Но комиссар не боялся, и не потому, что страх не свойствен комиссарам (ни отечественным, ни зарубежным), а потому, что знал совершенно точно: нет ни на земле, ни в космосе, ни во всей Вселенной такой силы, которая может нейтрализовать его волю, если нужно спасти сына.

Ноги вязли в желтом облаке, идти было тяжело, как по болоту. С той лишь разницей, что это облако не чавкало, а хрустело под ногами.

Сын стоял все так же, обхватив голову руками, а желтое облако поднималось все выше по его ногам.

Задыхаясь, Гард подошел к сыну, поднял на руки и понес к машине. Оглянулся. Но желтое облако даже не пыталось преследовать их, впрочем, как Гард понял теперь — оно вообще было очень медлительным, это облако.

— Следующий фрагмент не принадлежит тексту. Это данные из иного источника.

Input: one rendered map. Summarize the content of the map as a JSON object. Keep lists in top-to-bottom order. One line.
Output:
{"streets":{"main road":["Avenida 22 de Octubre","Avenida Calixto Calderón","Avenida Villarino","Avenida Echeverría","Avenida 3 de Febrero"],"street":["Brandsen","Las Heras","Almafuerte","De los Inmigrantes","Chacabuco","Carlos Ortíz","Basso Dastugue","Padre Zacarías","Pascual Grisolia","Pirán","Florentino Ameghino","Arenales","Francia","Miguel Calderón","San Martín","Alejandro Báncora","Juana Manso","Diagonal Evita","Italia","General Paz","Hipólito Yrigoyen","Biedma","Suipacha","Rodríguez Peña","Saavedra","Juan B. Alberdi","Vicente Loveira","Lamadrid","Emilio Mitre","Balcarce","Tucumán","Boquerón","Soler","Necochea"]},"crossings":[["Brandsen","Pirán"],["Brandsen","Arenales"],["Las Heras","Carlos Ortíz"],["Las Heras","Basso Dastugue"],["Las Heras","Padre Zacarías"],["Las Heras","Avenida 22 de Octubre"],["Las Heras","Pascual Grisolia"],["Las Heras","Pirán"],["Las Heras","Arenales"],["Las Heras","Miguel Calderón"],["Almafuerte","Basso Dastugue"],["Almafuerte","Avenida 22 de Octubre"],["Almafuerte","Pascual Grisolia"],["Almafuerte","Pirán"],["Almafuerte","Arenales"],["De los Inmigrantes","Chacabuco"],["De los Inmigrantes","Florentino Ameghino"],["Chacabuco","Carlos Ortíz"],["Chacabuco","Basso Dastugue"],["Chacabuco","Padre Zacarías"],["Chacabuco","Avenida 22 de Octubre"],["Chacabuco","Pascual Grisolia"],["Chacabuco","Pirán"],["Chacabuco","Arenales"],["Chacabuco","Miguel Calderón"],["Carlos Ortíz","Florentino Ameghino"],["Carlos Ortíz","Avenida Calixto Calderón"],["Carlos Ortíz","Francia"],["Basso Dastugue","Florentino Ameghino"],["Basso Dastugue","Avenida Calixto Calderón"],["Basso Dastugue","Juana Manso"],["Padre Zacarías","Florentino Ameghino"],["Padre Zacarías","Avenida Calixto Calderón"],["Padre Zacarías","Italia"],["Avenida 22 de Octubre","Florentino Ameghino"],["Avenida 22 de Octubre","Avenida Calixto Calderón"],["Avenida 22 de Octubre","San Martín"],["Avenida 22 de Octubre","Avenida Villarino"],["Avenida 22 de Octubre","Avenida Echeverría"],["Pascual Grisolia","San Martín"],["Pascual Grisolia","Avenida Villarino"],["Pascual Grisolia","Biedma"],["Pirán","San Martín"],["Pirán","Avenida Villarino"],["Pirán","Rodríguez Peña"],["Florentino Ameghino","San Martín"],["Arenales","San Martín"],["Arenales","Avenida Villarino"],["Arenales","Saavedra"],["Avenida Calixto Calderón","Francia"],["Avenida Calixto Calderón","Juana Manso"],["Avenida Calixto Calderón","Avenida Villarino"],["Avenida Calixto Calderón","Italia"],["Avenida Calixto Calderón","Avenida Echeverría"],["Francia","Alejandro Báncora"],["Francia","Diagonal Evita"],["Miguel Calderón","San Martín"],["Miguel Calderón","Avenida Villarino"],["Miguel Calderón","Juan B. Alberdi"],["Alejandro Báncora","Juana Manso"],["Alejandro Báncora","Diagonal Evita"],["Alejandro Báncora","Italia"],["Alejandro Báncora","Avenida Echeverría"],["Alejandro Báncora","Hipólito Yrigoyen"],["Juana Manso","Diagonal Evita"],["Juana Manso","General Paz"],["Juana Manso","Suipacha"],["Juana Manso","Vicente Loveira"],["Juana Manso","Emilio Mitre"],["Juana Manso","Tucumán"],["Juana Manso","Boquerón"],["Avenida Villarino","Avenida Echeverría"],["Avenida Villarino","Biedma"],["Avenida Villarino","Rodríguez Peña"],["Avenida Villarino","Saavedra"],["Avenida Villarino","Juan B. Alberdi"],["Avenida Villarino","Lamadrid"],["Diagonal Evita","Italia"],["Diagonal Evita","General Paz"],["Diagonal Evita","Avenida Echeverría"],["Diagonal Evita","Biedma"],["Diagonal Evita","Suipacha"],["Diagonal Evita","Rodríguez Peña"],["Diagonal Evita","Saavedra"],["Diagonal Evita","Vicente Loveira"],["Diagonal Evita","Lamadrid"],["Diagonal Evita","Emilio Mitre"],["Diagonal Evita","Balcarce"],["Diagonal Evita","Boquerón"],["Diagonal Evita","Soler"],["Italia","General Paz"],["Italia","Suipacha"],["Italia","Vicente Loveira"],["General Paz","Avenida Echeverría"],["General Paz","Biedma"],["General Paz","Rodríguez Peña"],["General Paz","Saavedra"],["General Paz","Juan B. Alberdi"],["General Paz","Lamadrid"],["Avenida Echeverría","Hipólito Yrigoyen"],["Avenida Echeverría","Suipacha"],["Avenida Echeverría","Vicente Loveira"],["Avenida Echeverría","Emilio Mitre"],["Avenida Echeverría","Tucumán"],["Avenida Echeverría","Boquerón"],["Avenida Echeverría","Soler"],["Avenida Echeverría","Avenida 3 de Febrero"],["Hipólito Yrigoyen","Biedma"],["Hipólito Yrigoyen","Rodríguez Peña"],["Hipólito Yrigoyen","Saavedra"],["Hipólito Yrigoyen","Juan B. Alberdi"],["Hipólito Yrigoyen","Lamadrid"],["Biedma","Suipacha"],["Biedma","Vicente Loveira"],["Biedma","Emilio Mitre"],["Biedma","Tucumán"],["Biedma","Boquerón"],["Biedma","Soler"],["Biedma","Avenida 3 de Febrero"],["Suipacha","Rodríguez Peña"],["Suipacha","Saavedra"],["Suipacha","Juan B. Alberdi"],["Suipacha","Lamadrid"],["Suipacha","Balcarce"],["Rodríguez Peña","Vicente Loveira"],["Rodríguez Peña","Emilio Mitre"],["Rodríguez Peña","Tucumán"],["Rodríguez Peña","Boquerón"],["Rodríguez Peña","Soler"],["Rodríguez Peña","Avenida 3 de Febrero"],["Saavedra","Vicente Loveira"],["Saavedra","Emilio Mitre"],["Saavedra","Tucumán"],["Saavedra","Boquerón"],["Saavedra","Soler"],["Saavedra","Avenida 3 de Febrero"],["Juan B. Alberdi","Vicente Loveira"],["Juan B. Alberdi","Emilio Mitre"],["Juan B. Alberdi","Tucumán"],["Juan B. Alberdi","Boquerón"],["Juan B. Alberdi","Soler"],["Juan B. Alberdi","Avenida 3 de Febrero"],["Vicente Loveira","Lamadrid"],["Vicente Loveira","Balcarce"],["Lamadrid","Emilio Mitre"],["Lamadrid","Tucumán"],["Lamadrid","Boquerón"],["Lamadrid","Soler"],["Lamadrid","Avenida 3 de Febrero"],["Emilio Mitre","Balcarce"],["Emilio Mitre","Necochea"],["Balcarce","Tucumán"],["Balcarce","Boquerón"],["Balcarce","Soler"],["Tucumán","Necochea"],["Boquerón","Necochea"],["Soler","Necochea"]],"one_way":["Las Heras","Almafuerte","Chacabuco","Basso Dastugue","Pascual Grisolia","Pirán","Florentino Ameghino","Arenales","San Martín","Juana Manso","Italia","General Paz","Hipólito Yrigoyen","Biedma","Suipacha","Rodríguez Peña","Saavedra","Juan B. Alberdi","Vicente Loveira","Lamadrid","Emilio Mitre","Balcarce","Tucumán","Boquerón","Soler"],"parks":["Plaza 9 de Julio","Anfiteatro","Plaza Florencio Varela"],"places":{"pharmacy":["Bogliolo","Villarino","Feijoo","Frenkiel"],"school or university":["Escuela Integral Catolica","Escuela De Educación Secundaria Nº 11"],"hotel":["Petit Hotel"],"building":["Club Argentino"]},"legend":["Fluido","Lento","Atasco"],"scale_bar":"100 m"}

В машине сын пришел в себя и спросил:

— Что это было?

— Тараканы.

— Что? — не понял сын.

— Обычные тараканы. Я на всю жизнь запомню, как хрустели они у меня под ногами. Представляешь, наш город терроризировали обычные желтые твари, и они так напугали нас, что мы даже не пытались с ними бороться. Почему же ты не пробовал бежать от них?

Сын молчал. По щекам его катились слезы.

— Ты дал окружить себя обычным мерзким тараканам. Каждого из них в отдельности ты мог бы прихлопнуть газетой, но когда их стало много — испугался. И знаешь, о чем я думаю, сынок? Кто же организовал этих тварей? Сами тараканы не смогли бы так здорово организоваться. Кто и зачем создал эту тараканью армию? Как ты думаешь?

Сын спал.

«Значит так, — решительно подумал комиссар. А все комиссары, надо сказать, думают решительно. — Значит так, если этой же ночью я не найду того, кто решил погубить моего сына, то я не достоин ничего лучшего, чем быть съеденным тараканами».

Гард вынес сына из машины, раздел, уложил спать, еще раз зачем-то проверил пистолет, и снова вышел на улицу.

В темном городе по-прежнему было пусто и темно, как в ночном театре. Но теперь Гарду казалось, что тишина вот-вот разорвется легкой барабанной дробью — такой, что в плохих театральных постановках как бы напоминает зрителю: будьте внимательны — начинается кульминация.